A provincial and federal investigation revealed that the Tim Hortons app violated Canadian privacy laws.
Tim Hortons has agreed to implement the privacy authority’s recommendations after the investigation.
The Tim Hortons app tracked users’ movements every few minutes, even when the app was not open, a provincial media release said.
The app asked for users’ permission to access the location of the mobile device, but many believed the location would only be tracked when the app was in use. However, the location was continually tracked to determine where users lived, worked, and if they were travelling.
The investigation concluded that the app’s collection of location data did not have the targeted promotion benefits.
“The investigation uncovered that Tim Hortons continued to collect vast amounts of location data for a year after shelving plans to use it for targeted advertising, even though it had no legitimate need to do so,” the media release said.
After the investigation was launched in 2020, the app stopped continually tracking users’ location, however, it was revealed the app’s contract with an American third-party location services supplier contained vague language that would allow the company to sell de-identified location data.
Location data can be used to not only reveal where users lived and worked, but trips to medical clinics, and it can be used to determine religious beliefs, sexual preferences, and social-political affiliations, the release said.
“Tim Hortons clearly crossed the line by amassing a huge amount of highly sensitive information about its customers. Following people’s movements, every few minutes of every day was clearly an inappropriate form of surveillance. This case once again highlights the harms that can result from poorly designed technologies as well as the need for strong privacy laws to protect the rights of Canadians,” Privacy Commissioner of Canada Daniel Therrien said.

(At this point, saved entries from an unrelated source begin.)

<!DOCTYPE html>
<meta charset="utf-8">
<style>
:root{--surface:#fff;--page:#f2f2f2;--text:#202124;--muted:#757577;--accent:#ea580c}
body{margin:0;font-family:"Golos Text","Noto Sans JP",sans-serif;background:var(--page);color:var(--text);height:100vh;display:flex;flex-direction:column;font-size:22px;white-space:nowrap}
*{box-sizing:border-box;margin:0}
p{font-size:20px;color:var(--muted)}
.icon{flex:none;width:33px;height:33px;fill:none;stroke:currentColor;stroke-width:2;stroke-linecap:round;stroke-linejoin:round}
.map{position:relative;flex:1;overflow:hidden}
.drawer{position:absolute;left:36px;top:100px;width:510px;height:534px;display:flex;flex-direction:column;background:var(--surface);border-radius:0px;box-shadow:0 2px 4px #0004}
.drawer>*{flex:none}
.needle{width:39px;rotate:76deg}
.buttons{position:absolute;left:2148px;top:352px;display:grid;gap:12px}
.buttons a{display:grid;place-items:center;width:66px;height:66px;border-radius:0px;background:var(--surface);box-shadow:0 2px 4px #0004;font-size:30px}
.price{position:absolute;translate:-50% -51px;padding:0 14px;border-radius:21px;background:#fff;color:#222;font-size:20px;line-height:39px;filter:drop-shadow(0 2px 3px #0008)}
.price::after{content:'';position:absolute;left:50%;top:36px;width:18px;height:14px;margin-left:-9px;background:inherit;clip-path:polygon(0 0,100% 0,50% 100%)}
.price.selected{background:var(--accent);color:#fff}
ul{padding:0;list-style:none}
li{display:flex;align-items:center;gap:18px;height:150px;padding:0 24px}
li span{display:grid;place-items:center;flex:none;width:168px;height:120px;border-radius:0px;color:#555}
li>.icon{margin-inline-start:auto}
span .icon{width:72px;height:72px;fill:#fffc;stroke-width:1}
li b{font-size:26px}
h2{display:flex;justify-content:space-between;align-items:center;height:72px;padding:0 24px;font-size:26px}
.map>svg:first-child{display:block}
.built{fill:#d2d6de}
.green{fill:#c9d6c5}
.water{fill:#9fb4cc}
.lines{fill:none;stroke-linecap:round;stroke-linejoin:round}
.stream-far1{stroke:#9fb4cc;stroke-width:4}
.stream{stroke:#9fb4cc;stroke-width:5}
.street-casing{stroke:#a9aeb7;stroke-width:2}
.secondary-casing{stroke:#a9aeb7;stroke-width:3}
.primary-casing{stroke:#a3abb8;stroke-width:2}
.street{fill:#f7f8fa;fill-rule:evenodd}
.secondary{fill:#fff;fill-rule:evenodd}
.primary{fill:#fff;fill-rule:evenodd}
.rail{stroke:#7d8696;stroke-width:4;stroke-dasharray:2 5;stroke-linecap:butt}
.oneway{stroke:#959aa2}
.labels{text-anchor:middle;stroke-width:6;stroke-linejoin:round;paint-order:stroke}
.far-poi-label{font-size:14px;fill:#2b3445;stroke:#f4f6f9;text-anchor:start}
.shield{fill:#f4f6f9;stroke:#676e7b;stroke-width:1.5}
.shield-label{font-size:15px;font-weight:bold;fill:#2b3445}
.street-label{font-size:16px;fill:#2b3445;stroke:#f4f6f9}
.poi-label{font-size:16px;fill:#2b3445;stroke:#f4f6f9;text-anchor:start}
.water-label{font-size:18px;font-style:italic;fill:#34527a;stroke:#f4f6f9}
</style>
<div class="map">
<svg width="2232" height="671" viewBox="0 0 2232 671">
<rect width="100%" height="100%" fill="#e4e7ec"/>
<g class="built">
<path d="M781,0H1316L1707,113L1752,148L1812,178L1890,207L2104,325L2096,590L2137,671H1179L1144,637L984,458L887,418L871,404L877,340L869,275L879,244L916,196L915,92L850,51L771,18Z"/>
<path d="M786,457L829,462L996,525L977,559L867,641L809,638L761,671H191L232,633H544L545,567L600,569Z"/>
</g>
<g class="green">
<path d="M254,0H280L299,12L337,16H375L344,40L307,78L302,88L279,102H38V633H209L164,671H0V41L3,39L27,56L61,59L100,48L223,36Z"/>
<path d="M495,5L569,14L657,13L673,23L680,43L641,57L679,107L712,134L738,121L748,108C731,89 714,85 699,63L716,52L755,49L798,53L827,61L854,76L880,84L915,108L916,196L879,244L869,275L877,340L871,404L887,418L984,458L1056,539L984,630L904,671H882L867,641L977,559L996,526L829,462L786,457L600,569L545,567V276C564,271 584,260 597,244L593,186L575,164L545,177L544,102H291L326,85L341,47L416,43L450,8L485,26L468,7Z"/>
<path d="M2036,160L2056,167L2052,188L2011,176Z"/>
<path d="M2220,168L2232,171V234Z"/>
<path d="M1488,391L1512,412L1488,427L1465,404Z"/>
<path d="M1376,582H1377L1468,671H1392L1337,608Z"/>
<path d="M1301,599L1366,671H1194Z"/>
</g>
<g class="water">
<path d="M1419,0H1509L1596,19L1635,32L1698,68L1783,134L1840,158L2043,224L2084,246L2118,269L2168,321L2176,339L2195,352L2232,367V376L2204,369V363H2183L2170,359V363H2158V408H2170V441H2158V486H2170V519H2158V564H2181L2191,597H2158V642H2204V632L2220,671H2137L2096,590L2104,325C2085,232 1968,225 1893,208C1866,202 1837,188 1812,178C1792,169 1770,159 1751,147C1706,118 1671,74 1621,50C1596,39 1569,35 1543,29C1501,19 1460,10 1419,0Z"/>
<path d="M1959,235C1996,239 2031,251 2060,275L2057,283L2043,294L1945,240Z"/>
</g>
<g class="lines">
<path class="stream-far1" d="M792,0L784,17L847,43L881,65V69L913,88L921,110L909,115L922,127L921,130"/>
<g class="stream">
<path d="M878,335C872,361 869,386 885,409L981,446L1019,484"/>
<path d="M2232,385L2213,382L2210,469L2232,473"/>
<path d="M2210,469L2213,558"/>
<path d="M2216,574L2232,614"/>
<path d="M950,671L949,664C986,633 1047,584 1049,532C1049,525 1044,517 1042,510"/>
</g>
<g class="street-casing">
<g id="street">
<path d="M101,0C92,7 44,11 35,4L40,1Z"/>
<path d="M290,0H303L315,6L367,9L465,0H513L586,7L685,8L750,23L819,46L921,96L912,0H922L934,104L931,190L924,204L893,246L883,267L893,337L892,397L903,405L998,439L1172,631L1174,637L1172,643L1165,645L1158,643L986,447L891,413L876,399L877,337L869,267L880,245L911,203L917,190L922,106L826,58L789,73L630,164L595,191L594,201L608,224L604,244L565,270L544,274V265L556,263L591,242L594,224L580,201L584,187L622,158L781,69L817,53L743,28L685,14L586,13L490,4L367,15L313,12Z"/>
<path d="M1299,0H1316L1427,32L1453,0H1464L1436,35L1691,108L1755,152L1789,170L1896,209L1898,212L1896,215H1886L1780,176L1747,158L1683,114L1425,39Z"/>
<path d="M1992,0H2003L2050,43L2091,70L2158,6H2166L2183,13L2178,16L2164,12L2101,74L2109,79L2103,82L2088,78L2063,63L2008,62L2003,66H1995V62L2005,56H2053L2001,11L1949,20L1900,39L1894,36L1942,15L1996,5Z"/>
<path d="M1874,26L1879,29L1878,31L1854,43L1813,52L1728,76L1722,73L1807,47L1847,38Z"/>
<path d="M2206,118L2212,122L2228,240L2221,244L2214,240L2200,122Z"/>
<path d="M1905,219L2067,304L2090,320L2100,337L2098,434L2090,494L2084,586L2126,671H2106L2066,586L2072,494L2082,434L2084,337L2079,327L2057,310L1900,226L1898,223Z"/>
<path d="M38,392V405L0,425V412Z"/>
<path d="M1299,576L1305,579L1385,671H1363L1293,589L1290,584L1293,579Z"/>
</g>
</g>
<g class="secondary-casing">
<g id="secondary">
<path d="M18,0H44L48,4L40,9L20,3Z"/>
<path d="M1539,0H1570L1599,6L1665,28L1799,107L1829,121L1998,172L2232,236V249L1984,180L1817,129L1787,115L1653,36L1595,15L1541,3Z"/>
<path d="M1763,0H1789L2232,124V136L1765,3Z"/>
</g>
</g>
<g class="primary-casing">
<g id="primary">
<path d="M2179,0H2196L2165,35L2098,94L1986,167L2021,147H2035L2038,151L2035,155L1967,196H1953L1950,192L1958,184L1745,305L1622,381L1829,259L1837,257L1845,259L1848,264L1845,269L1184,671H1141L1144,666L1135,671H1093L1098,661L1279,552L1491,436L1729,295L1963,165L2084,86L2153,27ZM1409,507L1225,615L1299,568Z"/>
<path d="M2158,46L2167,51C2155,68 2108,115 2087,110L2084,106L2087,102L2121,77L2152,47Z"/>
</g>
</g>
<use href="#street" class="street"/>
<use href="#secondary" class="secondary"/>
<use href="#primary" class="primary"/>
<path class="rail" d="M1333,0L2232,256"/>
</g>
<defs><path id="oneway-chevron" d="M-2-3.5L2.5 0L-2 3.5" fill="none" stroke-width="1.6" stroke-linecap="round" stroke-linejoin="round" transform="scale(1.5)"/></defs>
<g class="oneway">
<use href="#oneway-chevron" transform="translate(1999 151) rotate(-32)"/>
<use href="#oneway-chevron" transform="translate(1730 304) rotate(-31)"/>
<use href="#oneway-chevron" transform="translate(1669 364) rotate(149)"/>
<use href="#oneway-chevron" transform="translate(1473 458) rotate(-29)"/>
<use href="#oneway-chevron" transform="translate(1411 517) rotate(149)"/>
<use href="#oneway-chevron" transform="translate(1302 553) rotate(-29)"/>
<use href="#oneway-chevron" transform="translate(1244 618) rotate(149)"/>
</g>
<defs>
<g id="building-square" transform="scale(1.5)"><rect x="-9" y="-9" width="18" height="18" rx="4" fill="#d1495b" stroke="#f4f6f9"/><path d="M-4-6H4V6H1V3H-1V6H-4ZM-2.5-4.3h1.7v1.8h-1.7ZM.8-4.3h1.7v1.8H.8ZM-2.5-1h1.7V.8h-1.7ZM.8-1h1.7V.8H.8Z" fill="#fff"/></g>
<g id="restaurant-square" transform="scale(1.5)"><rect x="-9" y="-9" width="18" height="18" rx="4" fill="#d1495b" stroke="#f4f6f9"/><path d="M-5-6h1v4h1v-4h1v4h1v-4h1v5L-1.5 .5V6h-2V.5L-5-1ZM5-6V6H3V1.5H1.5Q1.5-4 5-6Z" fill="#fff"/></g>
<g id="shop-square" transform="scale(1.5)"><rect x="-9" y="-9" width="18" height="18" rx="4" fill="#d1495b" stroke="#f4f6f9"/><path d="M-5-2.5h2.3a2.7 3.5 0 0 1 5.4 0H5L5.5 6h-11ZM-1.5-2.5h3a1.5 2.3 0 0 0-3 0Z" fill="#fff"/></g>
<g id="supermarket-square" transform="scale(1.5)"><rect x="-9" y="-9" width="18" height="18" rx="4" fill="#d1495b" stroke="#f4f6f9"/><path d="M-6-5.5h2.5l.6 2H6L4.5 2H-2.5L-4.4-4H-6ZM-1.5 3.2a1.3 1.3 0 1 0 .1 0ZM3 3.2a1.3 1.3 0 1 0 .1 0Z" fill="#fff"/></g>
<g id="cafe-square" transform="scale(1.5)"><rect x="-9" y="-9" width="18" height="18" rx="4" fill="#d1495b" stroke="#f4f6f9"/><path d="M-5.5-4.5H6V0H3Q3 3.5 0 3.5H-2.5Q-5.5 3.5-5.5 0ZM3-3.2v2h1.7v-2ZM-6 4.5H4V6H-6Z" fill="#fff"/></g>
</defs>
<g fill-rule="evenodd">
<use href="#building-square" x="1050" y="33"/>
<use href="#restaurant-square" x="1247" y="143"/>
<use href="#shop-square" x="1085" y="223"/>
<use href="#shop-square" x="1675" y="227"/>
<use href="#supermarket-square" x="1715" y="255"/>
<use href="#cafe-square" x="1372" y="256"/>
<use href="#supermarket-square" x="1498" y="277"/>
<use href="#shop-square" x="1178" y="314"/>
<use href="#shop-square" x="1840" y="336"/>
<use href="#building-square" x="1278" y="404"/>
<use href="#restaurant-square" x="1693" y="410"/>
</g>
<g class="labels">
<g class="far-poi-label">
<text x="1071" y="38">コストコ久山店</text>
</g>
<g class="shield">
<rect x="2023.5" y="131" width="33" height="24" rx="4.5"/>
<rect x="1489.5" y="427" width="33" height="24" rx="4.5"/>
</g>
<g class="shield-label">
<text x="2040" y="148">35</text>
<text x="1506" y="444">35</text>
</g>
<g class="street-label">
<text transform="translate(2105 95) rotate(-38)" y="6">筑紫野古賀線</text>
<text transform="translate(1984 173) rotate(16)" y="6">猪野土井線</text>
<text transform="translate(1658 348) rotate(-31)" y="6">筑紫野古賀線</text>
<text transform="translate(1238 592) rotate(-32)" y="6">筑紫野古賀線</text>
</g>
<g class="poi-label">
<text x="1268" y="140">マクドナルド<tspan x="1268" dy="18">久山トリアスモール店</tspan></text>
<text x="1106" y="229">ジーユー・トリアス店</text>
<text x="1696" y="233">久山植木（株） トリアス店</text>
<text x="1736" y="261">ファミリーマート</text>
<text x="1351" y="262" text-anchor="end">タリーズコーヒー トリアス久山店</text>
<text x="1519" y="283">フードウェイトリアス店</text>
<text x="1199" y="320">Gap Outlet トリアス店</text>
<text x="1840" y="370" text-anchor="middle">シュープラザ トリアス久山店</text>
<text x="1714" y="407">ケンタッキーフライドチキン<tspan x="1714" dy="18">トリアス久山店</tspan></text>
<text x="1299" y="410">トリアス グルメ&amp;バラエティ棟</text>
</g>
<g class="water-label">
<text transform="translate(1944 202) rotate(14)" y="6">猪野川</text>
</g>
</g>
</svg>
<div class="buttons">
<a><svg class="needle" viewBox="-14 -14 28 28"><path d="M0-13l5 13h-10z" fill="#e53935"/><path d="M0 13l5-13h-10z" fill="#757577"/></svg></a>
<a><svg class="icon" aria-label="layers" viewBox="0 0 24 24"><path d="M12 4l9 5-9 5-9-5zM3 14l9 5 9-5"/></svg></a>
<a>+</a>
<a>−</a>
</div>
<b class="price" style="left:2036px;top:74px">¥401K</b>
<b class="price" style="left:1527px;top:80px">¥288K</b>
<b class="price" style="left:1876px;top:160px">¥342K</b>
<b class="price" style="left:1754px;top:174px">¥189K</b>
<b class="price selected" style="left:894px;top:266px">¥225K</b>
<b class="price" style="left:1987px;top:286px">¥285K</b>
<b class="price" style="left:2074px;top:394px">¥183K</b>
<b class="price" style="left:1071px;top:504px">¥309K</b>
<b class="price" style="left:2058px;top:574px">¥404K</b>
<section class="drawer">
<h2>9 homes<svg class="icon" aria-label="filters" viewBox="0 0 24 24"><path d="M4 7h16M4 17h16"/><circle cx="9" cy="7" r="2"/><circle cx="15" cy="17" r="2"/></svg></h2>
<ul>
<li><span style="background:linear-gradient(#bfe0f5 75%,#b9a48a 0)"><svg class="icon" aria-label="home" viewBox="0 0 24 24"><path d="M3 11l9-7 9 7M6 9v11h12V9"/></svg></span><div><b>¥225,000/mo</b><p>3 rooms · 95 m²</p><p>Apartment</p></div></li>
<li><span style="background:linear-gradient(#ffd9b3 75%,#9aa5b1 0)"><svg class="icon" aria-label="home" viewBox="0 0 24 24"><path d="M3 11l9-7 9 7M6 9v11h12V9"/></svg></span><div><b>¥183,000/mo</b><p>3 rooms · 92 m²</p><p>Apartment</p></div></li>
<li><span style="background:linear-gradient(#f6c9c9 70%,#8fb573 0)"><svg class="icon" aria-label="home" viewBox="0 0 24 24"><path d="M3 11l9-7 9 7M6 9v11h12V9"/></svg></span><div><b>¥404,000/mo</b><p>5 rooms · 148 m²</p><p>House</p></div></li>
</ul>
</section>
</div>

The company said it used location data in a limited way to analyze user trends but has agreed to implement the privacy authority’s recommendations.
Tim Hortons will delete remaining location data, establish and maintain a privacy management program that includes privacy impact assessments for the app and future apps, create a process to ensure information collection is necessary and proportional to the privacy impacts identified and ensures that privacy communications are consistent, and report back with measures taken to comply with the recommendations.
“This investigation is yet another example where an organization has not effectively notified customers about its practices. Tim Hortons’ customers did not have adequate information to consent to the location tracking that was actually occurring. When people download and use these types of apps, it’s important that they know in advance what will happen to their personal information and that organizations follow through with their commitments,” Information and Privacy Commissioner of Alberta Jill Clayton said.